(Records contained in a dataset)
::::::::
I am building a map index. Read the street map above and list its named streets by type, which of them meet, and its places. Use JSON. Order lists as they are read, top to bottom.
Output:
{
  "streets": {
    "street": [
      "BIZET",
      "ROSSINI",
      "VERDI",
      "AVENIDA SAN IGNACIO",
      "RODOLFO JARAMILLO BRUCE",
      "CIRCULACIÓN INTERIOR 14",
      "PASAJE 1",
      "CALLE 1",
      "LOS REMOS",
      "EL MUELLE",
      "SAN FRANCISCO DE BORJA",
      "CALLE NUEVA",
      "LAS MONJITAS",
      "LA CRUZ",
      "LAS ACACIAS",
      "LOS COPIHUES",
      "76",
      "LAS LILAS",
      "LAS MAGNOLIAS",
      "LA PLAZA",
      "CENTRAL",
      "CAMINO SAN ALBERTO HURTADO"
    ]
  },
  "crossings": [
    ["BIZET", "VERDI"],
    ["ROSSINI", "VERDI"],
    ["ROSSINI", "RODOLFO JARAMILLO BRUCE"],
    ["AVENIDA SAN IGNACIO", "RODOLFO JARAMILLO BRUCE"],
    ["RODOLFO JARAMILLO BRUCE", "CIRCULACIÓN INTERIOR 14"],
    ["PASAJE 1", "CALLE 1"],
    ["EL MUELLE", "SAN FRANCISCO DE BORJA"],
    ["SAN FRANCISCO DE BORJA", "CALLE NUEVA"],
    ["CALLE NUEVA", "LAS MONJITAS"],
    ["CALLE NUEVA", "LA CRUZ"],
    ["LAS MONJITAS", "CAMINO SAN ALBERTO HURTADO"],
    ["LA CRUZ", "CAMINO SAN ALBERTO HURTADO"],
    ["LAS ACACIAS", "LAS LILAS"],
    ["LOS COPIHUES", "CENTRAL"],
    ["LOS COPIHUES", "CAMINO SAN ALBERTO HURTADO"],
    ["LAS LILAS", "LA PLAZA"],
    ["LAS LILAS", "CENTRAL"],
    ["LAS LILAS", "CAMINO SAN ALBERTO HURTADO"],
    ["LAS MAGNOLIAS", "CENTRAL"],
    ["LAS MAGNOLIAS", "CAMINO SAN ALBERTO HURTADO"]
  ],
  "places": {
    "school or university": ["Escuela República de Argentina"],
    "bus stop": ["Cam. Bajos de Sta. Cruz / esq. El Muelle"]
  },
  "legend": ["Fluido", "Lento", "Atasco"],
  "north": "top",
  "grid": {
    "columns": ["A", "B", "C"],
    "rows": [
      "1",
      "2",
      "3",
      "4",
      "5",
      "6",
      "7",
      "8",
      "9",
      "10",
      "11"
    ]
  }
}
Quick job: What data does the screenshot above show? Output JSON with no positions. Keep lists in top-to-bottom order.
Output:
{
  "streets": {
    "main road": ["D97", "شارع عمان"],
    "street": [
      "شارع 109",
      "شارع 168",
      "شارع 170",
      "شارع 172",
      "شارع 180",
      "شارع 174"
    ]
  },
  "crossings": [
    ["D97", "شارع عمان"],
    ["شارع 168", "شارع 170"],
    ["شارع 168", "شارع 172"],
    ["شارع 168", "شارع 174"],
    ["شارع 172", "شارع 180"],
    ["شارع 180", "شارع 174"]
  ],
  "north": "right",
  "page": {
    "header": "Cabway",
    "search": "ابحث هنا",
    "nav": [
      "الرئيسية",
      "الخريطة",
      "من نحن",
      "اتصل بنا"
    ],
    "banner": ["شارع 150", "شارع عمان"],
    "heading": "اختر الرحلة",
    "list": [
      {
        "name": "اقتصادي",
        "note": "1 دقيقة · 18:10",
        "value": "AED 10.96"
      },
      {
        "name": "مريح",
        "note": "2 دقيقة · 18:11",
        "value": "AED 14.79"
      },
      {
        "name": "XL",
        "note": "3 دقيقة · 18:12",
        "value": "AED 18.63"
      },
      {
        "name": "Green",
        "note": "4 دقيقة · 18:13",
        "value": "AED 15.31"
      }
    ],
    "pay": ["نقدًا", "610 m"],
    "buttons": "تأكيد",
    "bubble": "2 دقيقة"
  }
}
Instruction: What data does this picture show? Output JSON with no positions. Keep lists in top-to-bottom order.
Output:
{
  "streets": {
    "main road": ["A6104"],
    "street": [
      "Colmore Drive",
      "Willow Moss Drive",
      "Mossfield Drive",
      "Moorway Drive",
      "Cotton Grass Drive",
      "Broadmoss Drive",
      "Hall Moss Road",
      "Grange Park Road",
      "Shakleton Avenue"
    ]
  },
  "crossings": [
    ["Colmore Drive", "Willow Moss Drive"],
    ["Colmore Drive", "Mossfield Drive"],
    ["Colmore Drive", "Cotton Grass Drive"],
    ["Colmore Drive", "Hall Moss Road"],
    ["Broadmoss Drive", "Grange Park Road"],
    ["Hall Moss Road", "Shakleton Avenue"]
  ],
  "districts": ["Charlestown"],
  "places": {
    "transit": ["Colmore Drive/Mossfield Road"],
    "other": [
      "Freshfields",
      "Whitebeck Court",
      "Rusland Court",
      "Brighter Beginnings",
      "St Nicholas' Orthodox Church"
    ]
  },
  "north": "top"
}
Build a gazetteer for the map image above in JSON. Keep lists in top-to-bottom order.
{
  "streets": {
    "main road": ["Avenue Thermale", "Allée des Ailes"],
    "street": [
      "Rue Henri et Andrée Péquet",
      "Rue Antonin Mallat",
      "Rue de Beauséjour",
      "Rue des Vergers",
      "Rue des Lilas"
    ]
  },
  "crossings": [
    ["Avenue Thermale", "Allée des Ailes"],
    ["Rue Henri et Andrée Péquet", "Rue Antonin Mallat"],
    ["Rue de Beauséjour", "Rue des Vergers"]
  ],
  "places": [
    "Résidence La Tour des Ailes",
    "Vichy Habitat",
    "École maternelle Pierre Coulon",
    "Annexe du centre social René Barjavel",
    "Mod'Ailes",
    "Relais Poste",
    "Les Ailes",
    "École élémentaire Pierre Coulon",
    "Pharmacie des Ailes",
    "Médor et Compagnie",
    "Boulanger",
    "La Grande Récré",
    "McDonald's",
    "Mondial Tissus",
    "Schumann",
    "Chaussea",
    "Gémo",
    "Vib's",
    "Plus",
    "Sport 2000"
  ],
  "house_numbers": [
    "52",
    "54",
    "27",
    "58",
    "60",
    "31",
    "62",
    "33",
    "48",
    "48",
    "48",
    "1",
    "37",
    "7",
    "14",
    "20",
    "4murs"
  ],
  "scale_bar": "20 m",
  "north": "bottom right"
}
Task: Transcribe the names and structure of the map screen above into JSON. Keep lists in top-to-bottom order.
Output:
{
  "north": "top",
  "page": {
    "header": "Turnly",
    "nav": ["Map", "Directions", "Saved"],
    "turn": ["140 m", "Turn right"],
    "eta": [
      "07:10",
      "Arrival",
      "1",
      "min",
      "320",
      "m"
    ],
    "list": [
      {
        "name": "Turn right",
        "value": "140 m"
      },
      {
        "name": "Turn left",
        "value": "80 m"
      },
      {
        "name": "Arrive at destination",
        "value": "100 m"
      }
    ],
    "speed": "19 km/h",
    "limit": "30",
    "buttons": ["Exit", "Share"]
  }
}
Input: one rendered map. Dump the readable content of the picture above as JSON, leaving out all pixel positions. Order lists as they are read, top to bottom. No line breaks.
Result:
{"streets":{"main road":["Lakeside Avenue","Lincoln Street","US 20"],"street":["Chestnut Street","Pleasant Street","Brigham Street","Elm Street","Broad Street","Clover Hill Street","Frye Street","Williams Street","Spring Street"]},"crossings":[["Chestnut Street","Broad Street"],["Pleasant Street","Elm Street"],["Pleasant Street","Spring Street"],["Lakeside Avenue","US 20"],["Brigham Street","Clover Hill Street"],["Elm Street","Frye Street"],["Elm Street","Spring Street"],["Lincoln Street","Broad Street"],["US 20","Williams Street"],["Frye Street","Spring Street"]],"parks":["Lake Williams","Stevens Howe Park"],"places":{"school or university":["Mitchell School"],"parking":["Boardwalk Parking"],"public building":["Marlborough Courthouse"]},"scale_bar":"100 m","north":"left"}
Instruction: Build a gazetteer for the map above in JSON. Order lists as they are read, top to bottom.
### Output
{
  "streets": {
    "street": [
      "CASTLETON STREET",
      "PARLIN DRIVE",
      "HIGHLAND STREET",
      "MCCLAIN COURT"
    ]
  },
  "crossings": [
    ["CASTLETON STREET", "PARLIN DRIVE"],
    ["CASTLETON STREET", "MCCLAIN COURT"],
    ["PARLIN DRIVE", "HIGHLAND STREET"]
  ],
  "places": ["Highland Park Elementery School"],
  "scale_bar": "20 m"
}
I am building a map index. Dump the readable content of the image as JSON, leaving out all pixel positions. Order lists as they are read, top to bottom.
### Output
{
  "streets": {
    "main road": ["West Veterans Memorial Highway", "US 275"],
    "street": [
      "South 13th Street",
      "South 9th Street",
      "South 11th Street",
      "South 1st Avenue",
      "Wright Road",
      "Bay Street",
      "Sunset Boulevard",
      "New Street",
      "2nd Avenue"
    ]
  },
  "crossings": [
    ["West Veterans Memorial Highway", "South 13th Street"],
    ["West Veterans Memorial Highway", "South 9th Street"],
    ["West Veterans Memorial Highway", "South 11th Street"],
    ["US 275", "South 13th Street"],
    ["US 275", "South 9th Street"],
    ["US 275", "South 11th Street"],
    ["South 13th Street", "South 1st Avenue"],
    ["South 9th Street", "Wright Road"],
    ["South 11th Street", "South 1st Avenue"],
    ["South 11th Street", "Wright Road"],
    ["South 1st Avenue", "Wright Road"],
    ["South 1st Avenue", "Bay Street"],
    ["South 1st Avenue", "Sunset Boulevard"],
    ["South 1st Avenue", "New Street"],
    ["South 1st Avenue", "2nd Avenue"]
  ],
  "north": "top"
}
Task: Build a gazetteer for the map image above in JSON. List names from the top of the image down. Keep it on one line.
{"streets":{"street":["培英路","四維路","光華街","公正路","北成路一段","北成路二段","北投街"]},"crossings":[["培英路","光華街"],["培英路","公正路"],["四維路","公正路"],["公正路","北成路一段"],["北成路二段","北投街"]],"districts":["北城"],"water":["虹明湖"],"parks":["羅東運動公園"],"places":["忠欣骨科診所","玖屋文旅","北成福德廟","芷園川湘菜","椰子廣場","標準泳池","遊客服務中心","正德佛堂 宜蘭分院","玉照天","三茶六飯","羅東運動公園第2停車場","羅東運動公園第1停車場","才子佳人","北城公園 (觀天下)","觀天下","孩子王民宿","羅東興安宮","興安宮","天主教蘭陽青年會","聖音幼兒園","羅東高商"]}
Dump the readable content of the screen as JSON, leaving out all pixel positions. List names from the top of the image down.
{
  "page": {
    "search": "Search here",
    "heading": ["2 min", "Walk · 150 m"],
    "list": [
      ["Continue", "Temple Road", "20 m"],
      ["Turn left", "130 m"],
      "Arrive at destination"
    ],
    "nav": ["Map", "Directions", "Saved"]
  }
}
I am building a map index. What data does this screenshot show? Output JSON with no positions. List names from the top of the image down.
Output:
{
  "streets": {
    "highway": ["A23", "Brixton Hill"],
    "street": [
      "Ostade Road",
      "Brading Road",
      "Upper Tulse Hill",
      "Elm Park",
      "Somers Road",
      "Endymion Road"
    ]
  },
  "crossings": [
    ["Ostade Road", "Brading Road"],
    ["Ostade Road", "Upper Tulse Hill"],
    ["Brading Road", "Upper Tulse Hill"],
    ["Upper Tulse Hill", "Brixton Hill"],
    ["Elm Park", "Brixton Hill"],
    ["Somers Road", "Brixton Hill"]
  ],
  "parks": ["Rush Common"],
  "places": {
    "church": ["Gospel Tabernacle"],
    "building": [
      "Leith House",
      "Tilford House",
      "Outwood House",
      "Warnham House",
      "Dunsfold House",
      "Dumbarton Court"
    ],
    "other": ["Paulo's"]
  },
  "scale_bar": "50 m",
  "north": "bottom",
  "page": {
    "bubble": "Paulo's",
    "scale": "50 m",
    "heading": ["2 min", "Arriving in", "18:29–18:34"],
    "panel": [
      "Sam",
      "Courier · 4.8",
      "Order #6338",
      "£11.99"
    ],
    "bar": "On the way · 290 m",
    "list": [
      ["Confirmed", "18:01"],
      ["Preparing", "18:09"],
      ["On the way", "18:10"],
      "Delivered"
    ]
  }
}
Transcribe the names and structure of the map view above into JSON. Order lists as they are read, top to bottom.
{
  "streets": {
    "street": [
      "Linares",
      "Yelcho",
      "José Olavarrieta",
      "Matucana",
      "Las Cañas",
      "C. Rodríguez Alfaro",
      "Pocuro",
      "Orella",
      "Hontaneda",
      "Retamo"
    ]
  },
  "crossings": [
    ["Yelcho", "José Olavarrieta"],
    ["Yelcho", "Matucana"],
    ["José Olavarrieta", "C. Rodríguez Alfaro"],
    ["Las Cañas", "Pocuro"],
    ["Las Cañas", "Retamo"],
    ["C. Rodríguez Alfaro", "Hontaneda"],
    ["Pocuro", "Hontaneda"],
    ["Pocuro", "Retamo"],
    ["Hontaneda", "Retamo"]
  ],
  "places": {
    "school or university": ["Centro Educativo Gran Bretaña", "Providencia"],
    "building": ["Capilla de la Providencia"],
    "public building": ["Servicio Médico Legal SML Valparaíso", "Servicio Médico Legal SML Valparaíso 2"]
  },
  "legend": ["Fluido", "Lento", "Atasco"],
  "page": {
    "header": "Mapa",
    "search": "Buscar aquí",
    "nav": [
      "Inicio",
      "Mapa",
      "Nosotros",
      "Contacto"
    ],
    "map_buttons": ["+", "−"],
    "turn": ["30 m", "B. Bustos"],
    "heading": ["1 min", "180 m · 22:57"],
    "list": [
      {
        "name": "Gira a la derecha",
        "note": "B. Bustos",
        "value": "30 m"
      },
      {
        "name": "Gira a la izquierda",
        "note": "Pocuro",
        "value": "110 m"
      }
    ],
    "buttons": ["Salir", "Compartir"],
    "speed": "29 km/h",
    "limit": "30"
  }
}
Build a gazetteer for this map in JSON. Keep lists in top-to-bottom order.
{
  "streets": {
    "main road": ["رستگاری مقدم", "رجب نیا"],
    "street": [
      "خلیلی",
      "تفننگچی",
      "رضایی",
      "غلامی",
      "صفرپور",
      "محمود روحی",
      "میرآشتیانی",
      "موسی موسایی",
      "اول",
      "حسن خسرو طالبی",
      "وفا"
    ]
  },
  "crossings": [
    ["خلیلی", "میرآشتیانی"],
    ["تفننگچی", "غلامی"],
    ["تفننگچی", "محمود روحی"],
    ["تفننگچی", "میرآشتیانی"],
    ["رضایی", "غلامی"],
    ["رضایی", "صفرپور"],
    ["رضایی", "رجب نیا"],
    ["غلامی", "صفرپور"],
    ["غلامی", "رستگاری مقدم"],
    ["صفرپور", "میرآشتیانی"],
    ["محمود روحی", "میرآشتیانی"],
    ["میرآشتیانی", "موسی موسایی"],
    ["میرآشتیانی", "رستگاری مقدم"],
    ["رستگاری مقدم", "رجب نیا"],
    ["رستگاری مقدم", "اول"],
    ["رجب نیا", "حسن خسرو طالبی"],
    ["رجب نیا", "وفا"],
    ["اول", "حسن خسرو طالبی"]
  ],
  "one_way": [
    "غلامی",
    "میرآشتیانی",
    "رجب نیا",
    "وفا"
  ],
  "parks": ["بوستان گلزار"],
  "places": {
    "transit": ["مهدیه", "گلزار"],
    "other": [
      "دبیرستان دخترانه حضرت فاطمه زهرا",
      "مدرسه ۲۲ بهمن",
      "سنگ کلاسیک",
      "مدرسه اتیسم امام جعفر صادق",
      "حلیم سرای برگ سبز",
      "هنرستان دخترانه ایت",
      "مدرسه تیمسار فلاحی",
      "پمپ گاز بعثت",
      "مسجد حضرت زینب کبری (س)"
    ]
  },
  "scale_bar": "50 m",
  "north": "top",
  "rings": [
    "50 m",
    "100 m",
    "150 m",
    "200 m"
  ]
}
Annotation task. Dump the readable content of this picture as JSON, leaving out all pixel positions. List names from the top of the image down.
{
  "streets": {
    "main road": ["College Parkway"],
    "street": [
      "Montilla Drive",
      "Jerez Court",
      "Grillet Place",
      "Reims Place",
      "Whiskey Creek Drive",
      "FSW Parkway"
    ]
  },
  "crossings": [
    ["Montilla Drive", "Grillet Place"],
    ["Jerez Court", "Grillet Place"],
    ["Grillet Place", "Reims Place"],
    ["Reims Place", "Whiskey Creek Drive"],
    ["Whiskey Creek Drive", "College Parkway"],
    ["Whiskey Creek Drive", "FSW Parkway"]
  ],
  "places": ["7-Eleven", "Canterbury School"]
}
::::::::
◆ What you are asked to do ◆
From the data above, determine how many lines hold "Thermale", and write only the number.

◆ Finished exercise ◆
2